CREATE (n:Node {vector: [2, 2]});To confirm that the above node has been indexed, let’s check the vector index info again:
CALL vector_search.show_index_info() YIELD * RETURN *;The above query results in:
+----------+-----------+-------------+--------+----------+------+-------------+-------------------------+
| capacity | dimension | index_name | label | property | size | scalar_kind | index_type |
+----------+-----------+-------------+--------+----------+------+-------------+-------------------------+
| 2048 | 2 | "index_name"| "Node" | "vector" | 1 | "f16" | "label+property_vector" |
+----------+-----------+-------------+--------+----------+------+-------------+-------------------------+We can see the size of the index changed, due to one new node.
Query vector index
Let’s search for the similar nodes. Here is an example query to do that:
CALL vector_search.search("index_name", 1, [2.0, 2.0]) YIELD * RETURN *;We expect to get the most similar node to vector [2.0, 2.0]:
+--------------------------+--------------------------+--------------------------+
| distance | node | similarity |
+--------------------------+--------------------------+--------------------------+
| -1.19209e-07 | (:Node {vector: [2, 2]}) | 1 |
+--------------------------+--------------------------+--------------------------+The distance is 0 because the two vectors that are being compared with Cosine similarity are the same, leading to the similarity value of 1.

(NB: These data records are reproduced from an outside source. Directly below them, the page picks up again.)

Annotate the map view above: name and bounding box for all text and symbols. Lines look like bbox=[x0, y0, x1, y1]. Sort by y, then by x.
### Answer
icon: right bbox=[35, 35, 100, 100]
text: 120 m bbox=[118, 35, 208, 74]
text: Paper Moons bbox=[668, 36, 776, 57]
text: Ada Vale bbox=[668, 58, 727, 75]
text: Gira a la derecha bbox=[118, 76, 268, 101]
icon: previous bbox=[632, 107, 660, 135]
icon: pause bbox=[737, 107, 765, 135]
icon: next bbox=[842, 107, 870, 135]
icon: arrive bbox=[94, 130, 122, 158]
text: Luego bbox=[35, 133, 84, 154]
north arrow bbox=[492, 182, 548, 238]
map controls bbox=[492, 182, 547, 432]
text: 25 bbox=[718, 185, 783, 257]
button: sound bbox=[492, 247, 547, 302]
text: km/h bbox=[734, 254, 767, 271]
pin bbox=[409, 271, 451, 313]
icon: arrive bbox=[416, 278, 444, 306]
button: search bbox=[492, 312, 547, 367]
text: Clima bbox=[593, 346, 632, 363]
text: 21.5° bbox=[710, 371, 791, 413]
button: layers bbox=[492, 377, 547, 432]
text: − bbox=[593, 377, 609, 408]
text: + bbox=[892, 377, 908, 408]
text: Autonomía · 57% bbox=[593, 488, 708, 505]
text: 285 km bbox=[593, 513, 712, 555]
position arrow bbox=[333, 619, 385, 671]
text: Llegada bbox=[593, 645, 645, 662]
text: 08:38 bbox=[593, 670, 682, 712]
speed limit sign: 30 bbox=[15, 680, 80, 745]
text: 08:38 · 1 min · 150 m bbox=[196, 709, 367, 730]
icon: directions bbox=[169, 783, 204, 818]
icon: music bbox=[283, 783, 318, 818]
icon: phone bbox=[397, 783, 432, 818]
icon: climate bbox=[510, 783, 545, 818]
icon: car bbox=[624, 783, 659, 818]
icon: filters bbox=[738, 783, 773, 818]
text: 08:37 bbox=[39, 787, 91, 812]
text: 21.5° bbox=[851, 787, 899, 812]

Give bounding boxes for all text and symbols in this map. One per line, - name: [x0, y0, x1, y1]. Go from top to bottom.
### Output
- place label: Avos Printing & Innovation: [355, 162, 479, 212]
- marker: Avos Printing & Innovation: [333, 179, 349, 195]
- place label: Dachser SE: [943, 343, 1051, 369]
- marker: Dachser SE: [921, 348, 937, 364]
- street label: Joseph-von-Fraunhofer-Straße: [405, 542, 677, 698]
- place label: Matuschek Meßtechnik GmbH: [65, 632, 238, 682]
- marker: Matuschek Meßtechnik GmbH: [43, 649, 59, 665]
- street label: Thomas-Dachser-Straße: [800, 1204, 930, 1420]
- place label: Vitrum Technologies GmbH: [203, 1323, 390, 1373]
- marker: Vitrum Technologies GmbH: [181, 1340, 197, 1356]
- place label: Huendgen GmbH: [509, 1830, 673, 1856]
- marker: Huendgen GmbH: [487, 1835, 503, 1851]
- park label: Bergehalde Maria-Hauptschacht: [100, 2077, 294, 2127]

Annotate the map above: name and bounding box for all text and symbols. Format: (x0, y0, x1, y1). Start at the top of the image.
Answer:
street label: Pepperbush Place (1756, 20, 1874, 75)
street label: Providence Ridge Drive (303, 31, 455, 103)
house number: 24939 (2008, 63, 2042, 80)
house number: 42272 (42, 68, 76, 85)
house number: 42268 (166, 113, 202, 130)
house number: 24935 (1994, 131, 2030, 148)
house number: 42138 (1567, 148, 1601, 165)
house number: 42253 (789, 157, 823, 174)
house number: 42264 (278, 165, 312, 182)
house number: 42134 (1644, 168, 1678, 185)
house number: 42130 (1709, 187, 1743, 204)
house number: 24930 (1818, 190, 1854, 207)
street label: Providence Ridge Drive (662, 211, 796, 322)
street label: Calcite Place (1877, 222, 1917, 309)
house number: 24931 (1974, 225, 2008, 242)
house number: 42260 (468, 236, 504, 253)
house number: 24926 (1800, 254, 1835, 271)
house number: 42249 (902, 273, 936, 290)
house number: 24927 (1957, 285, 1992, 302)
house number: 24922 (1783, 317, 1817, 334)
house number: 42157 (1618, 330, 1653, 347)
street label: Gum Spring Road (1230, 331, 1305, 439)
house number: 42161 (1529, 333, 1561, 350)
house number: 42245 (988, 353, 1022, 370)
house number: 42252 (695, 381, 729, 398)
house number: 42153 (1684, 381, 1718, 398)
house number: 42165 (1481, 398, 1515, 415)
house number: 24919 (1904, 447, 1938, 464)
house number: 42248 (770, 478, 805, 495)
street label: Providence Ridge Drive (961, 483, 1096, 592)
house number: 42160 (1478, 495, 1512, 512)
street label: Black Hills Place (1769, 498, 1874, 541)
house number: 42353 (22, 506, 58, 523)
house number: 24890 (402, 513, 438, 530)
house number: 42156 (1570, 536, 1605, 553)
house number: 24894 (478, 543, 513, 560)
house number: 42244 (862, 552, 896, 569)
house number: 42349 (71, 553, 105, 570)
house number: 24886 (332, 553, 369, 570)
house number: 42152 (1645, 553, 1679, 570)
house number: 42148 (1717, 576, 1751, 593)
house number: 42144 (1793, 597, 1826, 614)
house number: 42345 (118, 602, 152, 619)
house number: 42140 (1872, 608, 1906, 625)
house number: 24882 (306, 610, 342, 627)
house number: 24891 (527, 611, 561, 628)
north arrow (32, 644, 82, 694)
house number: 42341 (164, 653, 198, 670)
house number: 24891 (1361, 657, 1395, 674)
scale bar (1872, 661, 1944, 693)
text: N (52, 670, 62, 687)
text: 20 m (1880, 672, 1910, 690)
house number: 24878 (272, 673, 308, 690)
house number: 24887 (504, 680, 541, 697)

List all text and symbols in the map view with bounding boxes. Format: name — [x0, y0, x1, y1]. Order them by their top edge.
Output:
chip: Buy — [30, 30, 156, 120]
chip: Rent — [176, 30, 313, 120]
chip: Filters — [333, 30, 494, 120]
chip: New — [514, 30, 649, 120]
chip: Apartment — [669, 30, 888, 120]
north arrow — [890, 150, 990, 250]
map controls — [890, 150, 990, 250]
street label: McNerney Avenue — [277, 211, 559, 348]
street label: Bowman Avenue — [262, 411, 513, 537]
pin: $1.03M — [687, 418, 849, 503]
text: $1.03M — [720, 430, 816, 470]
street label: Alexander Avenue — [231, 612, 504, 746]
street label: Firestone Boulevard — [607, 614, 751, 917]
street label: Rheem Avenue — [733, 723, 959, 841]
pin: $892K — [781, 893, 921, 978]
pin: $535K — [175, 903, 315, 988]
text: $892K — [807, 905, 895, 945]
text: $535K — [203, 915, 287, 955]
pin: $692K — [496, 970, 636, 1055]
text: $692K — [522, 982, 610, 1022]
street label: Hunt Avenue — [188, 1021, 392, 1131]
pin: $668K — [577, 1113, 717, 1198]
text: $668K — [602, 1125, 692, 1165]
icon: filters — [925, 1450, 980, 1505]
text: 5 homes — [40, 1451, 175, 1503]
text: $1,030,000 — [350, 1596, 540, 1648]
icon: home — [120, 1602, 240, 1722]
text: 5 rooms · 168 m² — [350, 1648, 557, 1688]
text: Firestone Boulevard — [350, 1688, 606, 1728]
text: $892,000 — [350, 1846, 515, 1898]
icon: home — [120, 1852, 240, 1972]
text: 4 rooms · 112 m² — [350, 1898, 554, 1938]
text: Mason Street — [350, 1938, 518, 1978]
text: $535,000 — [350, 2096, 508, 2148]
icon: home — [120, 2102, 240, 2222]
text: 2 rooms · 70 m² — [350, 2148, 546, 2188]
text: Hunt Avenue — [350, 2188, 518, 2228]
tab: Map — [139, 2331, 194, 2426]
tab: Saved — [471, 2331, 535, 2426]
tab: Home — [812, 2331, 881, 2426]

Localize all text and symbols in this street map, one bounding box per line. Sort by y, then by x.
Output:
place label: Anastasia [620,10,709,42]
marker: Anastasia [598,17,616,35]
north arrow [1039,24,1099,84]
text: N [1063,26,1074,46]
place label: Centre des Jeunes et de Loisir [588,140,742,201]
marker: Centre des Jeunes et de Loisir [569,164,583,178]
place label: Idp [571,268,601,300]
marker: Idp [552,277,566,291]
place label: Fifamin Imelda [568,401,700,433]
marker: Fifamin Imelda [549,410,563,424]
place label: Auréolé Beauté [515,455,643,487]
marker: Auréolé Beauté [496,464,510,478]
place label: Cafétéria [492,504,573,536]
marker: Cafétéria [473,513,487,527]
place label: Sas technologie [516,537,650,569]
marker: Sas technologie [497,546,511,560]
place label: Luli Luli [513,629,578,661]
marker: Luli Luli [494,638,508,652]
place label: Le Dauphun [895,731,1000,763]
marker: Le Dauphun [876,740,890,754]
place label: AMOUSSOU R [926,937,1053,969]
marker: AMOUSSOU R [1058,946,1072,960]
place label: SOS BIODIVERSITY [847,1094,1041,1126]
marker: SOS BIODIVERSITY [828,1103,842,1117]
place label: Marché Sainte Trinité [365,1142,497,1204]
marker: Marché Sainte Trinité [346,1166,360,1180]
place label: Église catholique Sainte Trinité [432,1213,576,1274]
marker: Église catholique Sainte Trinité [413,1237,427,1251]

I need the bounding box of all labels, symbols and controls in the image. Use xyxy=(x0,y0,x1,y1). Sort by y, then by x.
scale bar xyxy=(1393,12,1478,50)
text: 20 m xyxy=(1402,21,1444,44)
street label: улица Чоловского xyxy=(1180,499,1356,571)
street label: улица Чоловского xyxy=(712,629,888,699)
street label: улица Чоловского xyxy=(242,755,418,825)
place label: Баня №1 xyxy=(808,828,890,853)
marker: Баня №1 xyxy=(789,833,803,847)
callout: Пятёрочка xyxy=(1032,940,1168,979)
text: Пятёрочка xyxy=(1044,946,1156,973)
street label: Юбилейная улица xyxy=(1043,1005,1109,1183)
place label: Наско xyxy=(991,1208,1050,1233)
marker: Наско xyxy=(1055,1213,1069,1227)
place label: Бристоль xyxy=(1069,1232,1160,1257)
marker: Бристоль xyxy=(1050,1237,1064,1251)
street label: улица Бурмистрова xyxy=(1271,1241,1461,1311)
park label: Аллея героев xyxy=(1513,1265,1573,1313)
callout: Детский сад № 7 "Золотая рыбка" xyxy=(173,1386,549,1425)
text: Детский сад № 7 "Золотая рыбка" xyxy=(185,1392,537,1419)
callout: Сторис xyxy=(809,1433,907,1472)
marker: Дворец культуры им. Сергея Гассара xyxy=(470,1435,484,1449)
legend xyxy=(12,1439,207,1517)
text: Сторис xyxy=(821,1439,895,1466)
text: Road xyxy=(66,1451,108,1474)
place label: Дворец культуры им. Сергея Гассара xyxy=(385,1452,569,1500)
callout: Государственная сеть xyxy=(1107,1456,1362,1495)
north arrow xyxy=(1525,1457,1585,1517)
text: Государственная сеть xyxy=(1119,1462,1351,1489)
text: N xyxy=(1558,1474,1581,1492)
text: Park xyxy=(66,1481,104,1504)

Add more nodes and expand search
Let’s add a couple of more nodes:
CREATE (n:Node {vector: [1, 2]});
CREATE (n:Node {vector: [1, 1]});
CREATE (n:Node {vector: [0, 1]});
CREATE (n:Node {vector: [0, 0]});Let’s see the status of the index now:
CALL vector_search.show_index_info() YIELD * RETURN *;The size is now 5, due to 4 additional nodes:
+----------+-----------+-------------+--------+----------+------+-------------+-------------------------+
| capacity | dimension | index_name | label | property | size | scalar_kind | index_type |
+----------+-----------+-------------+--------+----------+------+-------------+-------------------------+
| 2048 | 2 | "index_name"| "Node" | "vector" | 5 | "f16" | "label+property_vector" |
+----------+-----------+-------------+--------+----------+------+-------------+-------------------------+Let’s again search for the top five similar nodes to the vector [2.0, 2.0] (to compare it to all nodes we have):
CALL vector_search.search("index_name", 5, [2.0, 2.0]) YIELD * RETURN *;Notice how we changed the limit to get the top five nearest neighbors. Here are the results:
+--------------------------+--------------------------+--------------------------+
| distance | node | similarity |
+--------------------------+--------------------------+--------------------------+
| -1.19209e-07 | (:Node {vector: [1, 1]}) | 1 |
| -1.19209e-07 | (:Node {vector: [2, 2]}) | 1 |
| 0.0513167 | (:Node {vector: [1, 2]}) | 0.948683 |
| 0.292893 | (:Node {vector: [0, 1]}) | 0.707107 |
| 1 | (:Node {vector: [0, 0]}) | 0 |
+--------------------------+--------------------------+--------------------------+Since cosine similarity was used as a metric, we have two nodes with the same similarity to the query vector: [1, 1] and [2, 2].